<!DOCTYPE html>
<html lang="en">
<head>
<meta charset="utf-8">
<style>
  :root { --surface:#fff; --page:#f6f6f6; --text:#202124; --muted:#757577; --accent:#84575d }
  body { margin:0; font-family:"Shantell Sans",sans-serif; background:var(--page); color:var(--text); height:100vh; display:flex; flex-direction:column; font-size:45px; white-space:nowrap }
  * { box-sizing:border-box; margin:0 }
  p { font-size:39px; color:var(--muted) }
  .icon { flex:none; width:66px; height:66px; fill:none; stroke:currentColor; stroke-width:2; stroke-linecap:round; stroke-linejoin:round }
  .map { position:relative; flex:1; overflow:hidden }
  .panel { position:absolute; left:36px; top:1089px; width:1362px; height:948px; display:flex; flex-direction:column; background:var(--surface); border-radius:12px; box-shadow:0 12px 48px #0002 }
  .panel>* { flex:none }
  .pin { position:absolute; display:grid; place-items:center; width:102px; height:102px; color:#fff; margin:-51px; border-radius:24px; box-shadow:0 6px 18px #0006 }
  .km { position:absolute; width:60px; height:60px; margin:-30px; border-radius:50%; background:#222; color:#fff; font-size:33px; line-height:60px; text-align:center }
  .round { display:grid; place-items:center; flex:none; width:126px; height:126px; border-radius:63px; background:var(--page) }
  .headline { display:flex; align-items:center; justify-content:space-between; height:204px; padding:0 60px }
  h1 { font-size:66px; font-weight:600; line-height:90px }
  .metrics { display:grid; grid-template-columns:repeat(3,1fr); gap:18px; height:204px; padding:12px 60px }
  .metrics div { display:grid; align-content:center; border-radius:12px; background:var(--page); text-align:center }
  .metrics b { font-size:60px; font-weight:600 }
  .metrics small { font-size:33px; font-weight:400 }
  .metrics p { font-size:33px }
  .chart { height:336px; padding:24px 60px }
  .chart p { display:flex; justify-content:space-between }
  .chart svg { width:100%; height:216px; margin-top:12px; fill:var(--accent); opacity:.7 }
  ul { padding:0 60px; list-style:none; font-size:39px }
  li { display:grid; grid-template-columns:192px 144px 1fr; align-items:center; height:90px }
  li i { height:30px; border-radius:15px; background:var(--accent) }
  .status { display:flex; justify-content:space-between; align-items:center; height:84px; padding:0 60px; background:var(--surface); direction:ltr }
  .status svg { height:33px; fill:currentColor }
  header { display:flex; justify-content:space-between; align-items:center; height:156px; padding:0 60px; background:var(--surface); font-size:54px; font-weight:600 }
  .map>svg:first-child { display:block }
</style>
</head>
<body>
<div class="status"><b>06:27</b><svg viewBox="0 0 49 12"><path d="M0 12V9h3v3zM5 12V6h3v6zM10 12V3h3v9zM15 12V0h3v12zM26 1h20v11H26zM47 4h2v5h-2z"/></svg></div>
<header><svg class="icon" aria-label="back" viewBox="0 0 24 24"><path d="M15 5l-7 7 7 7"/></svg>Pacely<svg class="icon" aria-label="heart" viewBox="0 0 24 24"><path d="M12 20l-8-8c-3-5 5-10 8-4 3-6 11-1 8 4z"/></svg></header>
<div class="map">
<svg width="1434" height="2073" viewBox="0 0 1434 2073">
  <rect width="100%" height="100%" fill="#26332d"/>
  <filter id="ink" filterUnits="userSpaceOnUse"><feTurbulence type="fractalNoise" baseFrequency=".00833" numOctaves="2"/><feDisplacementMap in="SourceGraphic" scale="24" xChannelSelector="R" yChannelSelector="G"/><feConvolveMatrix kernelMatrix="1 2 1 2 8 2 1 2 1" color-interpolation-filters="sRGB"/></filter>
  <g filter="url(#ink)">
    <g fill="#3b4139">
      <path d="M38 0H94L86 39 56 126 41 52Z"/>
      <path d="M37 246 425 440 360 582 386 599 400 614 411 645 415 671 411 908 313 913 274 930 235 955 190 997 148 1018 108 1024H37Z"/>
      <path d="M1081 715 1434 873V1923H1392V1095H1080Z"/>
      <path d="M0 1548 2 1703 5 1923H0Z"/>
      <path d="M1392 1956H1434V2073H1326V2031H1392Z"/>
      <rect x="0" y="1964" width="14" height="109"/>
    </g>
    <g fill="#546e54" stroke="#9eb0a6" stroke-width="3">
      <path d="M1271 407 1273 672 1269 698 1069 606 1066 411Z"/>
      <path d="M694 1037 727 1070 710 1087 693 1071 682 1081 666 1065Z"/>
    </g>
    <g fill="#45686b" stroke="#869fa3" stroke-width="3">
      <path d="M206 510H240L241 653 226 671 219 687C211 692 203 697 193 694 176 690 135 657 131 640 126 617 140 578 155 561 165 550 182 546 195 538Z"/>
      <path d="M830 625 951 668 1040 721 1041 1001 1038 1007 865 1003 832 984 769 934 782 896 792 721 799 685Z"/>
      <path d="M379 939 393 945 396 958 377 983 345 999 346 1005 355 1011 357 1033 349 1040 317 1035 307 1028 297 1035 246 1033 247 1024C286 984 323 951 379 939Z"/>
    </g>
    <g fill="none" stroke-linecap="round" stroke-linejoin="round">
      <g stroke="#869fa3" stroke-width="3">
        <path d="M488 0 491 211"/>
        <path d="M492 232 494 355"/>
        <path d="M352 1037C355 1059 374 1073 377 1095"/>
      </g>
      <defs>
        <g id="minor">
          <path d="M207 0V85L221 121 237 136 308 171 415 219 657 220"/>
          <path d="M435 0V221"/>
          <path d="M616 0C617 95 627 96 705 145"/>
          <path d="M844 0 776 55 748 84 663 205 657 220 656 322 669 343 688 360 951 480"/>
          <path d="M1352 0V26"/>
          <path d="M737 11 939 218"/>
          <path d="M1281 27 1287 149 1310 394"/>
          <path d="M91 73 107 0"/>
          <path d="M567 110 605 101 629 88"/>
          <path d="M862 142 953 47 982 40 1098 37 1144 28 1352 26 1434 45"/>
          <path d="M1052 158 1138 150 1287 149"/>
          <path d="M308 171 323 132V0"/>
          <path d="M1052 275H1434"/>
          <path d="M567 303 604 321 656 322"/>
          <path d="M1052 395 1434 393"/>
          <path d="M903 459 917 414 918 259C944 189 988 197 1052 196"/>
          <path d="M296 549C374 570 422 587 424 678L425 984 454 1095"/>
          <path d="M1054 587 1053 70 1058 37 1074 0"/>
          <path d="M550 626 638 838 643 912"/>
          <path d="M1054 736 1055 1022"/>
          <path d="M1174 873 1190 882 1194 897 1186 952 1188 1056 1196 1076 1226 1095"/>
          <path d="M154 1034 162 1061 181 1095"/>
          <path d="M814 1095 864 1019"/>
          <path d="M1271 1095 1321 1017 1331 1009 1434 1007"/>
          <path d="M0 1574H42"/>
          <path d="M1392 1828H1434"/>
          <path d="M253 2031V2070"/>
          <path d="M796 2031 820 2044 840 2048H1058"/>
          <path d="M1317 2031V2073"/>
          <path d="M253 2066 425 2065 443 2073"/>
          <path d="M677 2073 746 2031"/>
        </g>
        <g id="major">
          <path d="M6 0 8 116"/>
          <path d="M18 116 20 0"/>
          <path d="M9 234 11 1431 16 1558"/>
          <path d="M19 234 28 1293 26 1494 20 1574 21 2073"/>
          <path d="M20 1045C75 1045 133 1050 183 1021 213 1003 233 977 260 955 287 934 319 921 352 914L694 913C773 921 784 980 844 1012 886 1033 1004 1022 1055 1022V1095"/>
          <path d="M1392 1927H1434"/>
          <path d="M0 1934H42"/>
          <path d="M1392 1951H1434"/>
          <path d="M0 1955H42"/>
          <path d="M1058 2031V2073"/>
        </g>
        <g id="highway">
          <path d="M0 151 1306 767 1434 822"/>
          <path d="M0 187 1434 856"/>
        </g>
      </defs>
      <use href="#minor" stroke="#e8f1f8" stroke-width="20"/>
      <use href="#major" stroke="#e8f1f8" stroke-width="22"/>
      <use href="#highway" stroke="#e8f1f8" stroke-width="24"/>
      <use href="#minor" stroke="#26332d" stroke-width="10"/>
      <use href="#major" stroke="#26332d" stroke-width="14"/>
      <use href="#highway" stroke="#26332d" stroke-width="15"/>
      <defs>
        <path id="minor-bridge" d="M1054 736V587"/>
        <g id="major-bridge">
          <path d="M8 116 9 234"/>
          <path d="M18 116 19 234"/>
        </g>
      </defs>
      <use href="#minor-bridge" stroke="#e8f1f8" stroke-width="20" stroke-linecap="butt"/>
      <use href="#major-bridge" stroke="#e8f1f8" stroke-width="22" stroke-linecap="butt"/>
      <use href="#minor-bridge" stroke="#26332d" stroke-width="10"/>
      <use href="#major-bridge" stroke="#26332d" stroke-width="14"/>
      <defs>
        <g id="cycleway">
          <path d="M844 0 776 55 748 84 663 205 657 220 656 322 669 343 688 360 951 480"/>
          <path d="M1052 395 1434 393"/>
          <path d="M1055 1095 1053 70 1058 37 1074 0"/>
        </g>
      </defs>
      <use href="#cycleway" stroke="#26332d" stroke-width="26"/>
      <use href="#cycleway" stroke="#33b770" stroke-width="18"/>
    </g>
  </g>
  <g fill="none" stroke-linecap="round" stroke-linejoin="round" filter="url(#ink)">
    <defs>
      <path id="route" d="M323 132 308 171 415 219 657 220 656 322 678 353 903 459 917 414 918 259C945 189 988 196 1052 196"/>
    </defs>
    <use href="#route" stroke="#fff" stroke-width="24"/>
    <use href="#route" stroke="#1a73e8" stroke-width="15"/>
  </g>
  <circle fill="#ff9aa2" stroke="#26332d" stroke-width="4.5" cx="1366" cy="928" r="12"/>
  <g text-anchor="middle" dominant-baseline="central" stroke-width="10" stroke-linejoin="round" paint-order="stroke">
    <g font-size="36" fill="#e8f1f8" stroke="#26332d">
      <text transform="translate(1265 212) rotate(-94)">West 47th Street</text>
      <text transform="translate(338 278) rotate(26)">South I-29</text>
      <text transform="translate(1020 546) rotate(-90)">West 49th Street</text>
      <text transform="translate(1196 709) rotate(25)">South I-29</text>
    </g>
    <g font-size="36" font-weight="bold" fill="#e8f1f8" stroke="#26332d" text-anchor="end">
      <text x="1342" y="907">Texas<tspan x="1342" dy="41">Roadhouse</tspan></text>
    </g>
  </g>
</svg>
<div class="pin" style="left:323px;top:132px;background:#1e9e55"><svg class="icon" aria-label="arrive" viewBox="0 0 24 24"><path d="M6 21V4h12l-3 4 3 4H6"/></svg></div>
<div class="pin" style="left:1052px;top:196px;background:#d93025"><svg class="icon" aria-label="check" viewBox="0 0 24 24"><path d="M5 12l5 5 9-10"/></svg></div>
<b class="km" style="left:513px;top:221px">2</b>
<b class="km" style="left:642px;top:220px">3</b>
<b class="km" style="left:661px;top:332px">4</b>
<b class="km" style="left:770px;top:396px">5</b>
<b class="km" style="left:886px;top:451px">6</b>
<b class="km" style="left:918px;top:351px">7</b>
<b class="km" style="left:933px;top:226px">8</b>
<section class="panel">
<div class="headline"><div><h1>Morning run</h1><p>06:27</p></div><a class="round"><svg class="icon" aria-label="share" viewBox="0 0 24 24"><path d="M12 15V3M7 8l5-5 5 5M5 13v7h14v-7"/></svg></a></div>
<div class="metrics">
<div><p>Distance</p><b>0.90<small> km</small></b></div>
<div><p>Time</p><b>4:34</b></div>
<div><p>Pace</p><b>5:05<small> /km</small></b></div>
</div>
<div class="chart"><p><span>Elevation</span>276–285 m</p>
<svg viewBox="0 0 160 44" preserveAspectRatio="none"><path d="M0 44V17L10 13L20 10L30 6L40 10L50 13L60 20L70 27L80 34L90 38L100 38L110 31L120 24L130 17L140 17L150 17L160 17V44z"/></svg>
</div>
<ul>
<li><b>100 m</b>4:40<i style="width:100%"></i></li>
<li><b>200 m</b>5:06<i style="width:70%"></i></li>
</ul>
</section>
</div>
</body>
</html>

※

→ **Your assignment**: Check each line of the data above for the word "justify" and copy the ones where it is found.

→ **Output below**:
  .headline { display:flex; align-items:center; justify-content:space-between; height:204px; padding:0 60px }
  .chart p { display:flex; justify-content:space-between }
  .status { display:flex; justify-content:space-between; align-items:center; height:84px; padding:0 60px; background:var(--surface); direction:ltr }
  header { display:flex; justify-content:space-between; align-items:center; height:156px; padding:0 60px; background:var(--surface); font-size:54px; font-weight:600 }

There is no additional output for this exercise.